Decided: October 8, 1953.

THE HASBROUCK HEIGHTS HOSPITAL ASSOCIATION, A NEW JERSEY CORPORATION, PLAINTIFF-APPELLANT,
v.
THE BOROUGH OF HASBROUCK HEIGHTS IN THE COUNTY OF BERGEN, A MUNICIPAL CORPORATION OF THE STATE OF NEW JERSEY, AND ALFRED BROOME, BUILDING INSPECTOR OF THE BOROUGH OF HASBROUCK HEIGHTS, AND ROBERT I. RAFFORD, CLERK OF SAID BOROUGH, DEFENDANTS-RESPONDENTS



Eastwood, Jayne and Francis. The opinion of the court was delivered by Eastwood, S.j.a.d.

Eastwood

[27 NJSuper Page 478] This appeal presents the issue of the propriety of the judgment of no cause of action entered by the Law Division, Bergen County, in an action attacking the validity of an amendment to the zoning ordinance prohibiting

hospitals in residential zones and seeking the issuance of a permit to construct an extension to plaintiff's hospital building.

On December 19, 1951 the governing body of Hasbrouck Heights adopted an amendment to its zoning ordinance which, inter alia , prohibits the use of buildings in residential zones as a nursing home, a public or private hospital, sanitarium or place for institutional care or bed care for three or more patients or inmates. The local planning board held a meeting at which it considered and approved the amendment complained of approximately 45 minutes prior to the borough council meeting.

The parcel of land owned by the plaintiff is approximately 204 feet in frontage on Terrace Avenue with a depth of approximately 290 feet, and with access from the rear by means of a common driveway to Berkshire Road. The entire premises are located in a residence zone, but by the provisions of section 12 of the original zoning ordinance, that portion of the premises adjacent to Terrace Avenue, to a depth of 125 feet was in a "C" residence zone, while the remainder of the premises, and the portion on which there had been constructed a Nurses Home and Temporary Hospital, is in a residential "A" zone. It was on this "A" zone land on which plaintiff proposed to erect a building 41 feet by 48 feet as an addition to the hospital.

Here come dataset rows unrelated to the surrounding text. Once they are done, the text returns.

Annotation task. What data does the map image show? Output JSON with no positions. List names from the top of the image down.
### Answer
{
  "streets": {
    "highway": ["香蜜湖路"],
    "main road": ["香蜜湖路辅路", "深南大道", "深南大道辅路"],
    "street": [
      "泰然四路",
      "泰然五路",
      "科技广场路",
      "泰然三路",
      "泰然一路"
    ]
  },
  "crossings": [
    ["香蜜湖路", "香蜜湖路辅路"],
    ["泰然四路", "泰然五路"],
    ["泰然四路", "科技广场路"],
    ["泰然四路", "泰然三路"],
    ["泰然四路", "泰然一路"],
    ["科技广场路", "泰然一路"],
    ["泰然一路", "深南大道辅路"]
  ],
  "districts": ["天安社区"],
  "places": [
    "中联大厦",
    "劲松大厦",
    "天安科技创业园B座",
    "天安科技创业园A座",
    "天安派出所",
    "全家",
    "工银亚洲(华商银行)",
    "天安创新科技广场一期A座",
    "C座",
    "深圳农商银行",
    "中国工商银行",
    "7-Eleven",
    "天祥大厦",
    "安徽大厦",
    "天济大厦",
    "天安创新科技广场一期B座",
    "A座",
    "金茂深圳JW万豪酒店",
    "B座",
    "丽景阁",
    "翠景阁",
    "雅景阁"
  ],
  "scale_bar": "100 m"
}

On July 7, 1952, application was made for a building permit for the proposed structure and the application was rejected. Thereafter, plaintiff instituted its action in the Law Division to declare invalid the amendment in question and to compel the issuance of a building permit. The trial of the action resulted in a judgment of no cause of action.

The plaintiff contends that the amendment to the zoning ordinance is invalid inasmuch as the municipal government failed to observe the mandatory provisions of R.S. 40:55-35, requiring proposed amendments to the zoning ordinance to be submitted to the planning board for consideration and report within a reasonable time, "not less than thirty days," after which the governing body may consider the passage thereof;

that the amending ordinance does not bear a substantial relation to the public health, safety, morals, or general welfare; that to exclude hospitals from all residential zones is an arbitrary fiat and the objections posed by the neighboring property owners were not, of themselves, a proper basis for changes in use to which a property may be put; that the amending ordinance is void in that it purports to amend an ordinance which is void by reason of infirmities of a section thereof.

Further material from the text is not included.